Vitamin C content of Pine needles

*** This post originally had an error in the calculation, and have been corrected based on John’s comment ***

Pine Needle Tea

Saw discussion about native Americans treating Scurvy with Pine needles.

A quick search on the Internet gives you lots of sources claiming that Pine Needles have three times as much vitamin C as various citrus fruits. The type of Pine is rarely given but usually the white pine is referred to, the fruit is variously Oranges, or Lemons.

I tried to find a source, or even the source, for the threefold claim. Found some interesting stories, including reports of successfully treating scurvy, but I was skeptical of that threefold claim. Found wonderful letter from Richard Feynman to his mother where he reports that pine needle tea tastes of pine needles.

The vitamin content of common foods questions can be answered by the Google search engine itself, it has the USDA food content information available. as a result a suitable query will give rough nutritional guidance.

The nutritional need of a full grown man is just under 100mg vitamin C a day.

Oranges 0.45mg/g
Lemons 0.53mg/g
Limes 0.29mg/g

So eating an average Orange a day isĀ about 80% of your vitamin C requirement.

Finding reliable data on the vitamin C content of Pine needles proved a lot harder, not least most of it is buried behind academias’ paywalls and I can’t be bothered to fight that for a trivial question.

USDA Forestry Service Research Note SE-124 “Seasonal changes in carbohydrates and ascorbic acid of white pine and possible relation to Tipburn sensitivity” found an Ascorbic acid range of 0.7 to 1.9mg/g

Results vary with assay technique, season, location, etc.
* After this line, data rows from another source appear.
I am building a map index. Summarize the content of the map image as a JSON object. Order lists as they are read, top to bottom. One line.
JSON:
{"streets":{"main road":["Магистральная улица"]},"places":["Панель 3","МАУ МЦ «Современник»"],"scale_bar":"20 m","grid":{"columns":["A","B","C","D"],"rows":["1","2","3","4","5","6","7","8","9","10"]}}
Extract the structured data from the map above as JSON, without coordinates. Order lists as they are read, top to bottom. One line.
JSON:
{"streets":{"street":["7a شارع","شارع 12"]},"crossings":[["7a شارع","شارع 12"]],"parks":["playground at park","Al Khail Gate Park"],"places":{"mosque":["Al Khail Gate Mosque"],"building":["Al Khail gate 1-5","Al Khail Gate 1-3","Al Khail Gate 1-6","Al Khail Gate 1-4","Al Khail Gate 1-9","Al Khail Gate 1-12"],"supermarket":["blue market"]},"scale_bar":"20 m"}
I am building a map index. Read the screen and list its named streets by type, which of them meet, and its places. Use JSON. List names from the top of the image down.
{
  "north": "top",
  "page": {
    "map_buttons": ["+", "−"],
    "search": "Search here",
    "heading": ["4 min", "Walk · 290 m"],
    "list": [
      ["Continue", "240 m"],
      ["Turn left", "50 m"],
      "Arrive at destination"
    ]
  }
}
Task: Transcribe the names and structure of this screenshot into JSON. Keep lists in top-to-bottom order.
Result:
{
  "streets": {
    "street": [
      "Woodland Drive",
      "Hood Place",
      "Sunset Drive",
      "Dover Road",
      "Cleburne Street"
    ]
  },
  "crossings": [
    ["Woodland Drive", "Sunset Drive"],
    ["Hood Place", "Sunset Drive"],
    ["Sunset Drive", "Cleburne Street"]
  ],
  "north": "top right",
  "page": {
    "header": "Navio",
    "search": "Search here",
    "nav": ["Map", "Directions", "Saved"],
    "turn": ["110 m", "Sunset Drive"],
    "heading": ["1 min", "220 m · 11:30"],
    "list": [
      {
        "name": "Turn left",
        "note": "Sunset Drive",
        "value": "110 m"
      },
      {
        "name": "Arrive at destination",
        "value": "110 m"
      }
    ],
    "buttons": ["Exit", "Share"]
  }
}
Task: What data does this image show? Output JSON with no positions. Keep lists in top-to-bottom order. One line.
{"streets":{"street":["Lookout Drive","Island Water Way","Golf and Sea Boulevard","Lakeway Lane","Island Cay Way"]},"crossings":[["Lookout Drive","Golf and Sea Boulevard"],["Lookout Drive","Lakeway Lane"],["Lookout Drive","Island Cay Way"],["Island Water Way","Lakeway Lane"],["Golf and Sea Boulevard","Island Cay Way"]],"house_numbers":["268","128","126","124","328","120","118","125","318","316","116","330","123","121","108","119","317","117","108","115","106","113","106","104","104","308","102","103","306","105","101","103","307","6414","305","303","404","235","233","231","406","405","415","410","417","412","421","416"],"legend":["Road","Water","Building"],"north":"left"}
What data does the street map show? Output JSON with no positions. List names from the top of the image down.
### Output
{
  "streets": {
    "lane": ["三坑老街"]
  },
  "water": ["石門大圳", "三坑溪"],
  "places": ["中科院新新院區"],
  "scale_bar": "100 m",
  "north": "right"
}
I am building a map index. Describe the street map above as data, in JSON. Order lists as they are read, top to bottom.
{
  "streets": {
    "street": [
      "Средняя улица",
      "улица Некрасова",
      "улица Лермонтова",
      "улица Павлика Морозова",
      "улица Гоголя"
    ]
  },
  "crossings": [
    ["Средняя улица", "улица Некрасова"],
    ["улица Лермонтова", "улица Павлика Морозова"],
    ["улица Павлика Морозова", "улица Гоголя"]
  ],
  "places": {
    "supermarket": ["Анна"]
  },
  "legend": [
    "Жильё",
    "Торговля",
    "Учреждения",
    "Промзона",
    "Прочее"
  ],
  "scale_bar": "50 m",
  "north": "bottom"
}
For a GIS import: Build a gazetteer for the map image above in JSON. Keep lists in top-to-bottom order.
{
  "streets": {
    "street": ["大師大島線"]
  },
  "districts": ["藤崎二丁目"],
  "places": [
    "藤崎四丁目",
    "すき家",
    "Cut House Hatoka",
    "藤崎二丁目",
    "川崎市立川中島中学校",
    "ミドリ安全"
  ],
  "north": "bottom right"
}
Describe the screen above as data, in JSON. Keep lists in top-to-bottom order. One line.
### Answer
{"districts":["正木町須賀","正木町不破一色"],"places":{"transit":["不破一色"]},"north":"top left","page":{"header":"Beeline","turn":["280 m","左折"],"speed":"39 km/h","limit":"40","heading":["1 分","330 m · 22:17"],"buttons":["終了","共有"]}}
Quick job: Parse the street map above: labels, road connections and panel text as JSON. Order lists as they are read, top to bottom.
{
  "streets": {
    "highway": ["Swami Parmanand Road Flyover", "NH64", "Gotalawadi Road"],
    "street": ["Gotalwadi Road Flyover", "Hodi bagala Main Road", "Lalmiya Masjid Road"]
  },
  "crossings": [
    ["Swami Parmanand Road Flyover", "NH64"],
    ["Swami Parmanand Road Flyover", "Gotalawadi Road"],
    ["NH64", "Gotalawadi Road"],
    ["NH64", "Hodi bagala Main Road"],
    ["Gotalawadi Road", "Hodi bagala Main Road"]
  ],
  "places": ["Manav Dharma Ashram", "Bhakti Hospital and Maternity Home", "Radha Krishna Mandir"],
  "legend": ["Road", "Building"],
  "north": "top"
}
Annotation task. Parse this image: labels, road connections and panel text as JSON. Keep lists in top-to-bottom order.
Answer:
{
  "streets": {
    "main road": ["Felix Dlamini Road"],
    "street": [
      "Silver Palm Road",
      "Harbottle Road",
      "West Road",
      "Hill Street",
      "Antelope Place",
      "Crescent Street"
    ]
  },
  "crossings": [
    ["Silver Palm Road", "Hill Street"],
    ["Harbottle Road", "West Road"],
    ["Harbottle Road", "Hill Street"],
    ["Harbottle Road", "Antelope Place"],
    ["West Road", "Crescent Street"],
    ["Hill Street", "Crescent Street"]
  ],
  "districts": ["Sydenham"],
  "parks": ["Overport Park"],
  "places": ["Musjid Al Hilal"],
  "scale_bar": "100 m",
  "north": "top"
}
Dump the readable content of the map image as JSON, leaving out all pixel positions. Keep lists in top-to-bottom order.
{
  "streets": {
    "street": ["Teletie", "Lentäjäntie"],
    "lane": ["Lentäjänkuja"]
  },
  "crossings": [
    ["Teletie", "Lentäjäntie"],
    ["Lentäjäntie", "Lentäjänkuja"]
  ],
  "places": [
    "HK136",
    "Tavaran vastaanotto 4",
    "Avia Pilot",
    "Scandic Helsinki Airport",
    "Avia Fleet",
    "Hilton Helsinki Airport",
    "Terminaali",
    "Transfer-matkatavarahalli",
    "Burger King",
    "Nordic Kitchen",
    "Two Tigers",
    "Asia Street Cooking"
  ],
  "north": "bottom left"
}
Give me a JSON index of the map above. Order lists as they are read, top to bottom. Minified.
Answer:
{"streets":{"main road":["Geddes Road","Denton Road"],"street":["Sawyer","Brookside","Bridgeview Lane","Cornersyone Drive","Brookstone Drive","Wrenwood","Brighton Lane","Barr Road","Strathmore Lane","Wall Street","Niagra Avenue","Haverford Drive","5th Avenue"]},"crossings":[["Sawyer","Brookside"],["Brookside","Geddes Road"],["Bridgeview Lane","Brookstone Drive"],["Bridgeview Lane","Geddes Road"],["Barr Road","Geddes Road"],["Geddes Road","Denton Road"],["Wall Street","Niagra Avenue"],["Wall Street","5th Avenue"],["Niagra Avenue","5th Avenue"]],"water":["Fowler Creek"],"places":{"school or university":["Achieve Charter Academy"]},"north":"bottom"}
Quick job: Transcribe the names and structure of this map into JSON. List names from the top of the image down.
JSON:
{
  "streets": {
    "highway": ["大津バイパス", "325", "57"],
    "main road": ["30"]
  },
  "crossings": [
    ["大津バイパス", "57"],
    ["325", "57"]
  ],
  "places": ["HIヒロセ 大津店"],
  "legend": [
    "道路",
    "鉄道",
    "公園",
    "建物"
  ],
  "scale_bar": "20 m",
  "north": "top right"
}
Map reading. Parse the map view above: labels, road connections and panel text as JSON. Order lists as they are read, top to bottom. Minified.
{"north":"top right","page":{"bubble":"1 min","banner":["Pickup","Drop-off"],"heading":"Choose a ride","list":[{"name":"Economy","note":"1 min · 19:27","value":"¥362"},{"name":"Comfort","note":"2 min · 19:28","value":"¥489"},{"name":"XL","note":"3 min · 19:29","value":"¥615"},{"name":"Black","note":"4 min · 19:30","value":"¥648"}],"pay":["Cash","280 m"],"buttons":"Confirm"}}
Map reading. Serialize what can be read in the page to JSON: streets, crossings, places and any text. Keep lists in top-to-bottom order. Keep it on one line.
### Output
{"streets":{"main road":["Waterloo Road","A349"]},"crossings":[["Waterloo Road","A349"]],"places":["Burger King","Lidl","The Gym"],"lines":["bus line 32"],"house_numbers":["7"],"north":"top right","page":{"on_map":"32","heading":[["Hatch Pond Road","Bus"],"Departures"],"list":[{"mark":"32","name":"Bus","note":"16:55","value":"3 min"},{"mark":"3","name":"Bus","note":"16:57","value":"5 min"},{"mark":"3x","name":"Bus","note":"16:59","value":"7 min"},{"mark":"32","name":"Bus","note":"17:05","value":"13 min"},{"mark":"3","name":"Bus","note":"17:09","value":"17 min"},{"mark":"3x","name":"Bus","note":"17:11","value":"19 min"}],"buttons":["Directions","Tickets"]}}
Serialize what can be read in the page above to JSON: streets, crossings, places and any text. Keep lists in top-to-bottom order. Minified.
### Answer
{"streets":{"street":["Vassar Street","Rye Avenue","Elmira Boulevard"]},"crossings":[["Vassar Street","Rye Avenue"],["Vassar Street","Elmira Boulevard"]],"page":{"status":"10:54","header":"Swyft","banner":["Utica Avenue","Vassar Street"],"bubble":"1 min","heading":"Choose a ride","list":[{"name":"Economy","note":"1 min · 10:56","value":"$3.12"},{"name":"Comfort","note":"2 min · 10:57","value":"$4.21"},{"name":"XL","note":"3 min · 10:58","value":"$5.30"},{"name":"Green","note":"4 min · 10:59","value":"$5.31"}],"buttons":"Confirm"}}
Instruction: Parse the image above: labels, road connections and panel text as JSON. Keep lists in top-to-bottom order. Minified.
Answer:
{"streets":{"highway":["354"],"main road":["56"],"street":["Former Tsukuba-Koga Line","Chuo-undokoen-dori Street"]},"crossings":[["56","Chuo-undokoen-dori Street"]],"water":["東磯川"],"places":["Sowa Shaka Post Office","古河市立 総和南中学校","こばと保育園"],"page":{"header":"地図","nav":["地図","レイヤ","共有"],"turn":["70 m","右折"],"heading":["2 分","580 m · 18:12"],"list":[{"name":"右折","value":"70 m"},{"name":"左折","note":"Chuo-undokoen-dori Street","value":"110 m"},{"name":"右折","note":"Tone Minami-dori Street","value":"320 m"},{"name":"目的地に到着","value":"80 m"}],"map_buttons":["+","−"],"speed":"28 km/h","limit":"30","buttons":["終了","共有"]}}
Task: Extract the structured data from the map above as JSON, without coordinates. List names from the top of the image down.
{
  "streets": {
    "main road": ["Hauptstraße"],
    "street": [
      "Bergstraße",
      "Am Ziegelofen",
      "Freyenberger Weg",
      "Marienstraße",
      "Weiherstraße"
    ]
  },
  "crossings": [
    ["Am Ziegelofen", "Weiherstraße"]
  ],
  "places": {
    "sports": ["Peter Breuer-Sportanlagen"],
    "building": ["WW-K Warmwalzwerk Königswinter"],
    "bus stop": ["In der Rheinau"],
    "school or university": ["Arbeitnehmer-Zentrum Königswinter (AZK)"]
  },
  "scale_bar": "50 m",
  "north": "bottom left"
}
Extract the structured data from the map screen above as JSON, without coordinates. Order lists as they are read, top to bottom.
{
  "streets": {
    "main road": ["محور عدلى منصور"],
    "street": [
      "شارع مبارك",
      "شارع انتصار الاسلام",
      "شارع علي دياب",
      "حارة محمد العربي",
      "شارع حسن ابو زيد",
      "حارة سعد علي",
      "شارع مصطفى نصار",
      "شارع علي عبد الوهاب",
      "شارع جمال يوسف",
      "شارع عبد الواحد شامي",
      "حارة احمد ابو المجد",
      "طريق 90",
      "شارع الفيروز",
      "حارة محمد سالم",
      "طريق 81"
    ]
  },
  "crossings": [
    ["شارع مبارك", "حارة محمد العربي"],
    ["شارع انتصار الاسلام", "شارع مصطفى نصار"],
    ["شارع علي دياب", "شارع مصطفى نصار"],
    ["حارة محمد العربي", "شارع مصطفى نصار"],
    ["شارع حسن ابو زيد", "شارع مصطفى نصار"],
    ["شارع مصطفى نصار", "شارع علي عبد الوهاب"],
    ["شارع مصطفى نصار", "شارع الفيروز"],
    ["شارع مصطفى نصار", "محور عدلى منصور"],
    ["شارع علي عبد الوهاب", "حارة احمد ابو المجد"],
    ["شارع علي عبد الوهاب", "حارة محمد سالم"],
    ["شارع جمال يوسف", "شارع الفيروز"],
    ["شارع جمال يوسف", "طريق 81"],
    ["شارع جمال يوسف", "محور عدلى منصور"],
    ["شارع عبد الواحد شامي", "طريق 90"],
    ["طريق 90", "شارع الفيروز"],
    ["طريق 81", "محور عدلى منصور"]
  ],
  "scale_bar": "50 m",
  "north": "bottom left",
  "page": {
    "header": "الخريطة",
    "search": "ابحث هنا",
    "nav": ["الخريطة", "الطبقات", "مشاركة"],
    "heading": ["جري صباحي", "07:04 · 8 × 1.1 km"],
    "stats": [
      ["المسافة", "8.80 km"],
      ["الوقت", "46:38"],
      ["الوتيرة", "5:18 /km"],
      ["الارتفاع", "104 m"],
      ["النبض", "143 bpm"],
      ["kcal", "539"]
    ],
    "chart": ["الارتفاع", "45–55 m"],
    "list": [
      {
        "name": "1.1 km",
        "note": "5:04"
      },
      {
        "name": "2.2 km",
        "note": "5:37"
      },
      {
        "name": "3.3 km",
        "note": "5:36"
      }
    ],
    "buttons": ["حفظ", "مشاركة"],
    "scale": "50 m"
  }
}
Highest number is more than three times the average orange, you then have to extract the vitamin C, and whilst water soluble a long boiling will probably only extract a proportion of the available vitamin C and will start to degrade it. That said if most of the water you drank each day was boiled with pine needles, this could be a sufficient source of vitamin C alone.

Some sources refer to tea made with Pine needles and bark, and to flavinoids in the bark preserving vitamin C. I’m guessing much of the marketing hype around “bark extracts” is probably just hype. The chemicals involved are all Tannins, and as such likely to make your pine needle tea bitter. Both pine needles and the bark contain a whole host of chemicals, and whilst a lot of folk have drunk quite a bit, there are some questions over safety in pregnancy. So by all means try pine needle tea, but have realistic expectations, and avoid large amounts if pregnant.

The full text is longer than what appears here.